Stored items:

◆ ◆ ◆ ◆ ◆

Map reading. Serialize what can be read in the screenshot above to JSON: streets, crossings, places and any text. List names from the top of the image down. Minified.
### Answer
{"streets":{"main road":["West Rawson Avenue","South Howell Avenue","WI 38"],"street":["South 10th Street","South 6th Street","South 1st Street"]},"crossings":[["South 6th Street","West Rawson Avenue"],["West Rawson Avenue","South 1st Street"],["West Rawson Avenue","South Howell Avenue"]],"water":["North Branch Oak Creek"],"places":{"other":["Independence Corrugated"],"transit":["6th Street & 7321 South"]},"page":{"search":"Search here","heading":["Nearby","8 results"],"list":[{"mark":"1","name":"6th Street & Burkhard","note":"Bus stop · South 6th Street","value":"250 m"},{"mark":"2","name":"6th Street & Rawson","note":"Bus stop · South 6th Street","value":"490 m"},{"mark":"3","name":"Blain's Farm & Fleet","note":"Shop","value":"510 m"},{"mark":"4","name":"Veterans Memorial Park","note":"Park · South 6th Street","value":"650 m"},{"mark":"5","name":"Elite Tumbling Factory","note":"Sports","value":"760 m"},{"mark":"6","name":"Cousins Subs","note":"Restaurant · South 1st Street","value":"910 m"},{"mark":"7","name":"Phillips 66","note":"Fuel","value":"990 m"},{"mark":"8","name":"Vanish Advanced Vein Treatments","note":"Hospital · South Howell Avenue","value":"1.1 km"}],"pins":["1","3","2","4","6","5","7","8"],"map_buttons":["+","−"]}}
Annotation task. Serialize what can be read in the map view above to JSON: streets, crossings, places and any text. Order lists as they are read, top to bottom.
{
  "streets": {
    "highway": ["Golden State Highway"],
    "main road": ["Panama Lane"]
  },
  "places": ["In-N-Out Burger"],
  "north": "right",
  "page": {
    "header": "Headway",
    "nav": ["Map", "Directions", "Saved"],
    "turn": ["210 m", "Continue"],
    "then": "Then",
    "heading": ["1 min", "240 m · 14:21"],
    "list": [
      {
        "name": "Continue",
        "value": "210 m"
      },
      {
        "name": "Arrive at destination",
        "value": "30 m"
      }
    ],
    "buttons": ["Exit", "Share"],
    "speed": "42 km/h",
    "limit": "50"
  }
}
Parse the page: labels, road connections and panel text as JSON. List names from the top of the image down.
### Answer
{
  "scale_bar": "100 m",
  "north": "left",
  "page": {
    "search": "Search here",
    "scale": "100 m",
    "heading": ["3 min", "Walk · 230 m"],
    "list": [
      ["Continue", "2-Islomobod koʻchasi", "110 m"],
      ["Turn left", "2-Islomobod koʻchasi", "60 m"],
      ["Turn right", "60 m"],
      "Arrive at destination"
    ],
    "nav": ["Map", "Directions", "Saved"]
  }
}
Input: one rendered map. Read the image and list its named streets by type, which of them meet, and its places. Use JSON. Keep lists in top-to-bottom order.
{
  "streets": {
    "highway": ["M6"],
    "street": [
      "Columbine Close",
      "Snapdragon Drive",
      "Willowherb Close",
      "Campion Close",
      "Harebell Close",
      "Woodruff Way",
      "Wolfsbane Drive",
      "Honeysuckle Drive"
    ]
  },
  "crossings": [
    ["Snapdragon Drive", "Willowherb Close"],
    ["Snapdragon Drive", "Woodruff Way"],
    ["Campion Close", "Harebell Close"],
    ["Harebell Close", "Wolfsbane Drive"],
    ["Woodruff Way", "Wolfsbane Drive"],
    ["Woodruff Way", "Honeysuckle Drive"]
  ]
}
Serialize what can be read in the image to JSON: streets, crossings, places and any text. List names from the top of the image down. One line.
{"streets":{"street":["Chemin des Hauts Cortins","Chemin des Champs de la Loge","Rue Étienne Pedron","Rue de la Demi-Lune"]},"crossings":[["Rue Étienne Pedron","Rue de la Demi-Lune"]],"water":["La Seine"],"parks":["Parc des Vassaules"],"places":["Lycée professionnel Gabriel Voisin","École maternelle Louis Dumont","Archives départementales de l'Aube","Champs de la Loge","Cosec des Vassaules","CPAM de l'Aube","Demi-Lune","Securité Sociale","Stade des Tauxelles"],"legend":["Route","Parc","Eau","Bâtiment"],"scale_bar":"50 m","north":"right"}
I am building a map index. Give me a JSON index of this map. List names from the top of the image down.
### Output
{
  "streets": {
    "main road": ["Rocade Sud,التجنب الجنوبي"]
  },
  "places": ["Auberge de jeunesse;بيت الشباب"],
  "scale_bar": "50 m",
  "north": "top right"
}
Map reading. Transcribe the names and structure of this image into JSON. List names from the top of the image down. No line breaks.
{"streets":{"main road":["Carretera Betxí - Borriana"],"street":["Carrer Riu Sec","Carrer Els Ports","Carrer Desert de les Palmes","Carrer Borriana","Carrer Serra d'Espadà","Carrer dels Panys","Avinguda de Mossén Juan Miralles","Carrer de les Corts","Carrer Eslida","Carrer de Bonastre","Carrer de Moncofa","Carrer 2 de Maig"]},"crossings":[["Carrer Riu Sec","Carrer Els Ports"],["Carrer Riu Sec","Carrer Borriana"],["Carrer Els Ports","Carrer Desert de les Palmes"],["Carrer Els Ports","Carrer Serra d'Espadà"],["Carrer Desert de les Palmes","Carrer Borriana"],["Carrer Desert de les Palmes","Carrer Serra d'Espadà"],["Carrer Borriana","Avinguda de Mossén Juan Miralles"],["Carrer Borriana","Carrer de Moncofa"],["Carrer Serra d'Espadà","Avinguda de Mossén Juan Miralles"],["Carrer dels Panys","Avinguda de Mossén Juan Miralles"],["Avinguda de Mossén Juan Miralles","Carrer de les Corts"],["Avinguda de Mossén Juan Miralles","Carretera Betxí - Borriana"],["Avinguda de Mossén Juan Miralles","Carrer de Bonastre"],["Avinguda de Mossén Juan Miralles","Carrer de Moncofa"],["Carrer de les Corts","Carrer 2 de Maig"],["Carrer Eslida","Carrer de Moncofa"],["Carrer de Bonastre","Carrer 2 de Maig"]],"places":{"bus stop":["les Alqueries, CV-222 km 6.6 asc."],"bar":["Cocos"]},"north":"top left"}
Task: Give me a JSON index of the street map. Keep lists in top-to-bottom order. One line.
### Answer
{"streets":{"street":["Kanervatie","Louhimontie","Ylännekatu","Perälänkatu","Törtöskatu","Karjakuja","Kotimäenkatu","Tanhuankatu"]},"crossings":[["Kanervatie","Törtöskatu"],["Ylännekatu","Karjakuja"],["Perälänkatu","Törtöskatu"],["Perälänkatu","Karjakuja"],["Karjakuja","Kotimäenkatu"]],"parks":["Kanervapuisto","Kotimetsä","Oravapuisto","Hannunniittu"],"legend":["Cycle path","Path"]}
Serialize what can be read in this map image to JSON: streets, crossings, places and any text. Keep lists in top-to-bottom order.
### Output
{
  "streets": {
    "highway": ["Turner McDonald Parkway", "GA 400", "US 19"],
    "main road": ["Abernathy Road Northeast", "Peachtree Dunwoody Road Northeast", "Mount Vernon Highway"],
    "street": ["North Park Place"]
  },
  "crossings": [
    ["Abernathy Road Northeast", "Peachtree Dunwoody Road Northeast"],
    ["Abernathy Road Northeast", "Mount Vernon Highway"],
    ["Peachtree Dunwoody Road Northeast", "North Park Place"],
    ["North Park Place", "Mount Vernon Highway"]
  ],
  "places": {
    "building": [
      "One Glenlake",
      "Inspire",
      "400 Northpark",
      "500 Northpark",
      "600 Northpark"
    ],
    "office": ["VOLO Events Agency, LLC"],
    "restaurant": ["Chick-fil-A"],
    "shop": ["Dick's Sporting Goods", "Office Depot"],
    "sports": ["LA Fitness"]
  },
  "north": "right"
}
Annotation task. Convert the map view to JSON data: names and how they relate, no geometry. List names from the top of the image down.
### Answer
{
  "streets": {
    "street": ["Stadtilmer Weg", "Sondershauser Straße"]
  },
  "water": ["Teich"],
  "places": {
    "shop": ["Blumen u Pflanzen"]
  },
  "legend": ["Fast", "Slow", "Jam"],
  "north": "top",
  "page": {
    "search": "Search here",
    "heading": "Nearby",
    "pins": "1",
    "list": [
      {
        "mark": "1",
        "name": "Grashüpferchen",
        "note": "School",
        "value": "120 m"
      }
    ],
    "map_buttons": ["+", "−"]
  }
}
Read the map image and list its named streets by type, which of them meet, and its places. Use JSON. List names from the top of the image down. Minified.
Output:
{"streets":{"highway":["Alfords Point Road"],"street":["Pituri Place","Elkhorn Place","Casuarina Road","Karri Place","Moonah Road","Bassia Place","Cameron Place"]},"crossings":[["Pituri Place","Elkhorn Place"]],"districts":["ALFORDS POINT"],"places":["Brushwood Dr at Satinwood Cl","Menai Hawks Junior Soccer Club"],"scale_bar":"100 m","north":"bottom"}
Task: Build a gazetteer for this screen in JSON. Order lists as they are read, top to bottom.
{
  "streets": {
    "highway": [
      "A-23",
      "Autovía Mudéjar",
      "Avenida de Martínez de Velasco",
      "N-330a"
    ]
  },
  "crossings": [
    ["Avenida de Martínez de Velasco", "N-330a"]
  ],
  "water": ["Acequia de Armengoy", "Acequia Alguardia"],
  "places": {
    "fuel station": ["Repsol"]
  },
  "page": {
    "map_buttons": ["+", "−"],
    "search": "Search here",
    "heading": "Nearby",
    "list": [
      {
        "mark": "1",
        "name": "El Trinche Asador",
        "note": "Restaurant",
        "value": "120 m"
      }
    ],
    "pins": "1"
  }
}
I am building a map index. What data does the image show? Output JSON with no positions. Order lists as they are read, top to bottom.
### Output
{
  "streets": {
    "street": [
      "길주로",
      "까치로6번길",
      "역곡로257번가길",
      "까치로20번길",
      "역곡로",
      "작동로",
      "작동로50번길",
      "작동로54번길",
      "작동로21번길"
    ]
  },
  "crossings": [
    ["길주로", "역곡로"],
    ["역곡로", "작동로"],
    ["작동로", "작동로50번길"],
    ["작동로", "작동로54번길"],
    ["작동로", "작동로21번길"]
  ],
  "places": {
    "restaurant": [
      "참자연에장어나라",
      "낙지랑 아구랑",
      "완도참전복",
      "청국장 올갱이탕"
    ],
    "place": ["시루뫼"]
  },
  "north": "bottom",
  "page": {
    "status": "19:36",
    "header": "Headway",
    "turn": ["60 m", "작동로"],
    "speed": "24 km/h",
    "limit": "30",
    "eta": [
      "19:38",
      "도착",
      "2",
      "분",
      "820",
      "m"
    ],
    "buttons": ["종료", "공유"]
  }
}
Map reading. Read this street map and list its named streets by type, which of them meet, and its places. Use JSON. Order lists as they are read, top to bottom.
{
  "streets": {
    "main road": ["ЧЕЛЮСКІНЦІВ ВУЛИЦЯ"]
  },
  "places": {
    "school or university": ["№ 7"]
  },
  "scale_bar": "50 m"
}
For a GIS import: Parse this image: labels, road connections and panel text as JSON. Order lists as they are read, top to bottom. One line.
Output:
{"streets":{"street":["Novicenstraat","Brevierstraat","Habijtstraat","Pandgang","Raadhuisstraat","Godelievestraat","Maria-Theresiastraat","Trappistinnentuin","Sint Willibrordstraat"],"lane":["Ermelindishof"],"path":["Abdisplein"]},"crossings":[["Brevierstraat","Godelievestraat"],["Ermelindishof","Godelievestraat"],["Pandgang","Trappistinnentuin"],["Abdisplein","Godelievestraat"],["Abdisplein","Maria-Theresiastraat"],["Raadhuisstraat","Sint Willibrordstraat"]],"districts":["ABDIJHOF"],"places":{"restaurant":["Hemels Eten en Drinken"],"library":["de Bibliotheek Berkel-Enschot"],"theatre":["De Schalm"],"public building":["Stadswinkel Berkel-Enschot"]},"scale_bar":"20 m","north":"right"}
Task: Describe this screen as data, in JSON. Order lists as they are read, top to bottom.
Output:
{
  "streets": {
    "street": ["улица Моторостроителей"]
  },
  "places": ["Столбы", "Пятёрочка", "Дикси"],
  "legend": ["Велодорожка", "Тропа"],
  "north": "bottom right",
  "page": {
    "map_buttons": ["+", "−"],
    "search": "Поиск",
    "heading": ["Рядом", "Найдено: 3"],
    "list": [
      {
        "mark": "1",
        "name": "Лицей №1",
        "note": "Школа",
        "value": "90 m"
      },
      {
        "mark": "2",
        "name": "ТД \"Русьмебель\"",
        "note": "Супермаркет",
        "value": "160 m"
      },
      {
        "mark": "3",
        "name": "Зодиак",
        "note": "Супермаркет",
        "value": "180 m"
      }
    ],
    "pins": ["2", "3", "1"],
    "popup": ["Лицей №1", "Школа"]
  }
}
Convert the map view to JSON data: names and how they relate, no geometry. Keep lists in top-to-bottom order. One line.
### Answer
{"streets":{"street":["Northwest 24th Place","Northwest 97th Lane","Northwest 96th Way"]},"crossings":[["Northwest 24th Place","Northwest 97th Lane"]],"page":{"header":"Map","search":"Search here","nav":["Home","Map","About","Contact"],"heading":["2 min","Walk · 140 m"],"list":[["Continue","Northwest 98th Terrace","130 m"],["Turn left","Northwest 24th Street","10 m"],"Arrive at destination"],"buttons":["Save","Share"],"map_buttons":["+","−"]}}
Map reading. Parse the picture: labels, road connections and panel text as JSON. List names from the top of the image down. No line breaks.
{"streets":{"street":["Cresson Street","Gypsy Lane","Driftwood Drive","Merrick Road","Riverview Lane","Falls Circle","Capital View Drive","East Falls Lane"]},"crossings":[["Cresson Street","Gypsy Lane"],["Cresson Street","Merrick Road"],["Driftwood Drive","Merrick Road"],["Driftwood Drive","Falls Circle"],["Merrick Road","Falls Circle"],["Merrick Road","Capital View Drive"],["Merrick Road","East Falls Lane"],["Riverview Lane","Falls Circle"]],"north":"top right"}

◆ ◆ ◆ ◆ ◆

▸ **Task description**:
Would you count the lines in the data that include the word "geometry" and reply with only the number?

▸ **Reply**:
2